Twenty five years of building people functions inside founder-led and investor-backed businesses teaches you something that doesn't appear in any framework or methodology.
Organisations don't fail on strategy. They fail on the gap between what their leaders believe their workforce is capable of — and what it actually is.
I've seen that gap in energy businesses, in FinTech, in telecoms, in banking. It showed up differently every time. The root cause was almost always the same — intelligence that wasn't flowing, wasn't visible, and wasn't being designed deliberately.
The moment of clarity didn't come from a single conversation. It came from accumulation.
Enough conversations with CPOs who were confidently solving the wrong problem. Enough webinars where AI strategy meant deciding which tools to pilot.
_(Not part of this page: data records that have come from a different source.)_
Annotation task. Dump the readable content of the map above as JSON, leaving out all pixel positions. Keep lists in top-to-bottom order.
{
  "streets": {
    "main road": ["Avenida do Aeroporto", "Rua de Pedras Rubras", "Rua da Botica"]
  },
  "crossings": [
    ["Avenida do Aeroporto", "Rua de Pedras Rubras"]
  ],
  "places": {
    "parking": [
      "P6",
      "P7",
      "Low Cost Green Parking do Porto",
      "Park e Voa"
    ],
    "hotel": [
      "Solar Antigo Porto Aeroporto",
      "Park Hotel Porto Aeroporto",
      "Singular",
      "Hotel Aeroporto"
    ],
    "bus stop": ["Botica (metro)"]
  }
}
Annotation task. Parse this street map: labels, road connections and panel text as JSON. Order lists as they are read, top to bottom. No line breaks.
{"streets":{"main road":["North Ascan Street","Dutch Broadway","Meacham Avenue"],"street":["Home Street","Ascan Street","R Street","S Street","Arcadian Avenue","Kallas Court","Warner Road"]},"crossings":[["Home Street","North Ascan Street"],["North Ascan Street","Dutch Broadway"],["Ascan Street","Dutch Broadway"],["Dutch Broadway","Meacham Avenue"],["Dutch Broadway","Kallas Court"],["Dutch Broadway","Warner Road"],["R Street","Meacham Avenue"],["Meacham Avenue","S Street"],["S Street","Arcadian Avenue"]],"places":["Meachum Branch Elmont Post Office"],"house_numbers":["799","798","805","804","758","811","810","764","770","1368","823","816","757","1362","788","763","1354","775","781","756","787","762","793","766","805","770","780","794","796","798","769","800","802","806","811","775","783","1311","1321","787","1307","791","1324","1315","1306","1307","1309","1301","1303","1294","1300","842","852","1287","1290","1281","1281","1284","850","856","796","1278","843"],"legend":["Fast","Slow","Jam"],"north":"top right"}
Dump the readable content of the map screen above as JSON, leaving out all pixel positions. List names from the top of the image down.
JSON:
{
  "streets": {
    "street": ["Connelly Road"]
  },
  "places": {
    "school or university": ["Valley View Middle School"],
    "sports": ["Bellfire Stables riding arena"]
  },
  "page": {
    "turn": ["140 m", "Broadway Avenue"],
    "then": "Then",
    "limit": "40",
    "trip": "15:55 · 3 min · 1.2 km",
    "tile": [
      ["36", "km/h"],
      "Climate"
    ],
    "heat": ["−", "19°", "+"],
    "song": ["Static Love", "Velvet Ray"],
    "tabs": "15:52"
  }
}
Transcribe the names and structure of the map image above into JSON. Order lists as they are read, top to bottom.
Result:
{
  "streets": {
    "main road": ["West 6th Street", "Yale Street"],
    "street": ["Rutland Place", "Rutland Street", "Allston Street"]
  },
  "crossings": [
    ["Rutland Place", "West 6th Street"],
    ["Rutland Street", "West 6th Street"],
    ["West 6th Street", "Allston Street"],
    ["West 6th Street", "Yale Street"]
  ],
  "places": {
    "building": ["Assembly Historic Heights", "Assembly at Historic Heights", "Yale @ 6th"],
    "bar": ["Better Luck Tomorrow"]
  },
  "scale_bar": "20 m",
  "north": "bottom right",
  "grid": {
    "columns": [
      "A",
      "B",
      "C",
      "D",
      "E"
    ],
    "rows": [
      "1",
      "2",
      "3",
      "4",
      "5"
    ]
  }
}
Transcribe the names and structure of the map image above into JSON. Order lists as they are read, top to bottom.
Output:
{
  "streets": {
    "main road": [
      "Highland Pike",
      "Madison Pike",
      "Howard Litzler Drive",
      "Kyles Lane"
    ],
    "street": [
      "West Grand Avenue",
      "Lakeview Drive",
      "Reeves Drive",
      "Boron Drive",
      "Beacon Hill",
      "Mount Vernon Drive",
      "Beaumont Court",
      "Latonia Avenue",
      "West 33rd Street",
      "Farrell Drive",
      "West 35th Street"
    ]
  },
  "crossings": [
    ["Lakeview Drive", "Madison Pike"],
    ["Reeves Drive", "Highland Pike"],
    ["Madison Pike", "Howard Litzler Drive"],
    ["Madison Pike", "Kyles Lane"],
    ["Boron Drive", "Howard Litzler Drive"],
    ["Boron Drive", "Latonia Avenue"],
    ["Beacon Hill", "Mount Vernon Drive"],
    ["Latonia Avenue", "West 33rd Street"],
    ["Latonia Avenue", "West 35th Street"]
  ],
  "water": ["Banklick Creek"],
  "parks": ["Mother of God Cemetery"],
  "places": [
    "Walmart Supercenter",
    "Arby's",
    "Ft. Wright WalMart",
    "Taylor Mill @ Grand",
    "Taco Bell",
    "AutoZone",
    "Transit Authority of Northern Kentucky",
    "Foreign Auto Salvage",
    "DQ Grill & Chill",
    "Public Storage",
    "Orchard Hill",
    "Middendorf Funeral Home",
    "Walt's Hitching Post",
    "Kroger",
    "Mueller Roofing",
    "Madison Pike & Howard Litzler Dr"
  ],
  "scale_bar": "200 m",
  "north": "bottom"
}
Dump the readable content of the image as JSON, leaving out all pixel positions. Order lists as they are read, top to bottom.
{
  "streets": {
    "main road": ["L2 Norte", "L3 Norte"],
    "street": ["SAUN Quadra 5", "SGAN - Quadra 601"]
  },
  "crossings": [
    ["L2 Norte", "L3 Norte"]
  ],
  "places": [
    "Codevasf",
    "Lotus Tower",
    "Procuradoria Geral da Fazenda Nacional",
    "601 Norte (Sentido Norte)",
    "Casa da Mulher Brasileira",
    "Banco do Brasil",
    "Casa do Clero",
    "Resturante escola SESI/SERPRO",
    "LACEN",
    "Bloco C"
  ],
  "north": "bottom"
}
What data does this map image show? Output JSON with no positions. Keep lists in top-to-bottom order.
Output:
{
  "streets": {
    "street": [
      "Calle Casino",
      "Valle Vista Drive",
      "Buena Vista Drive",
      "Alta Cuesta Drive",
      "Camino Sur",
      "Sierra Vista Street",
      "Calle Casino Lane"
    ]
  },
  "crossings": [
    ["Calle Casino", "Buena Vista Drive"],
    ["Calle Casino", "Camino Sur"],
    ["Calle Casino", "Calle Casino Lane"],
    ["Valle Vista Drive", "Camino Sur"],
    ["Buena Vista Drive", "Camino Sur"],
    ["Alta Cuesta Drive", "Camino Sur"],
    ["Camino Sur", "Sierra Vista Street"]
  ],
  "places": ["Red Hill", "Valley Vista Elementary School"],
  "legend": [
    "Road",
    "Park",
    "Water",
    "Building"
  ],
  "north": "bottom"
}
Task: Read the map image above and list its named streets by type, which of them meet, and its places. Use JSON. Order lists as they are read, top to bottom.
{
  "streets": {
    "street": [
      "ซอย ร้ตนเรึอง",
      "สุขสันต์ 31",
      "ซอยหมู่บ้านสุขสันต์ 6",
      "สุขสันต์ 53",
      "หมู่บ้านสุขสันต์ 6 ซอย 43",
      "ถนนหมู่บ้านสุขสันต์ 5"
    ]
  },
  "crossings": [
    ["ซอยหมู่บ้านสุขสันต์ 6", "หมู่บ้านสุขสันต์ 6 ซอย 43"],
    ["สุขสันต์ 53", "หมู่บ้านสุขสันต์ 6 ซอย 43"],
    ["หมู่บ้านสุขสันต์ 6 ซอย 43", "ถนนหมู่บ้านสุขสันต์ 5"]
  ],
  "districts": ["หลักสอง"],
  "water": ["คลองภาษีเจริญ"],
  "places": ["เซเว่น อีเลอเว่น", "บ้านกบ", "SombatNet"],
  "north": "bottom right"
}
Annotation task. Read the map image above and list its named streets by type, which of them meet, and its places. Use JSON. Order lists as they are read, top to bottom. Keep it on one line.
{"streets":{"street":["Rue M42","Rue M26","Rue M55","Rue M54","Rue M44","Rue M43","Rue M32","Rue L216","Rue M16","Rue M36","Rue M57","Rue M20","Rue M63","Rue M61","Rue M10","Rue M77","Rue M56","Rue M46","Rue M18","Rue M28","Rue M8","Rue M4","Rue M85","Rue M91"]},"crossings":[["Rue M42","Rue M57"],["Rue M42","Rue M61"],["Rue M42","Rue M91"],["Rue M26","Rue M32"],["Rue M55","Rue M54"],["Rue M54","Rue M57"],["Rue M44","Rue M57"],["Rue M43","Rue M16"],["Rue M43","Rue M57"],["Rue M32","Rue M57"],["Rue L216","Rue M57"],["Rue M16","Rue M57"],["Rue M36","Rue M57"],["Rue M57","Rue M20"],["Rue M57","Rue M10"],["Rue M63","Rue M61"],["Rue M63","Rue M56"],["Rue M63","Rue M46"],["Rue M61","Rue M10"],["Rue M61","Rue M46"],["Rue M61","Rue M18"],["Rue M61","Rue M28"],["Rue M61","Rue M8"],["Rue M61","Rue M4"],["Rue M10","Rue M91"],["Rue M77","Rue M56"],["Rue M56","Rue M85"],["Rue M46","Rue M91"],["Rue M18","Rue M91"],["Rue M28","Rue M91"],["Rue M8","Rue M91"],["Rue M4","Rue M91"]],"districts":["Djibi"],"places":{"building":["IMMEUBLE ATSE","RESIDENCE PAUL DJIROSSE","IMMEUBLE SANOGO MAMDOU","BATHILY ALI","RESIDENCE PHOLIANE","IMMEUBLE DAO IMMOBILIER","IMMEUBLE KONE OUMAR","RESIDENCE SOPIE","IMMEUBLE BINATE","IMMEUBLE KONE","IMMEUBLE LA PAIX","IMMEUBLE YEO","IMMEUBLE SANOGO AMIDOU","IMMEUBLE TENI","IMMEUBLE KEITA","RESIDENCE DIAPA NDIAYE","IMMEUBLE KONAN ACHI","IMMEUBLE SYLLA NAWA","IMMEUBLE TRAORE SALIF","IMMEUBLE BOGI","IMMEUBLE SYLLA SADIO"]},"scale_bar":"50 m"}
Enough think-tanks and research houses saying "you don't sound like the other CPOs we speak to" — until the pattern became impossible to ignore.
The people profession is squandering the most important moment it has ever had. While the workforce is being fundamentally redesigned around it, HR is largely reactive — taking a back seat at precisely the moment it should be leading from the front.
That frustration is what built The Workforce Capital.
What I kept hearing — from investors, from founders, from research houses — was that I think about workforce differently.
Not as a function to be managed. Not as a cost to be optimised. As the primary vehicle through which organisations either compound their intelligence advantage — or fall irreversibly behind.
That's the conversation most boards aren't having yet. It's the only conversation I'm interested in.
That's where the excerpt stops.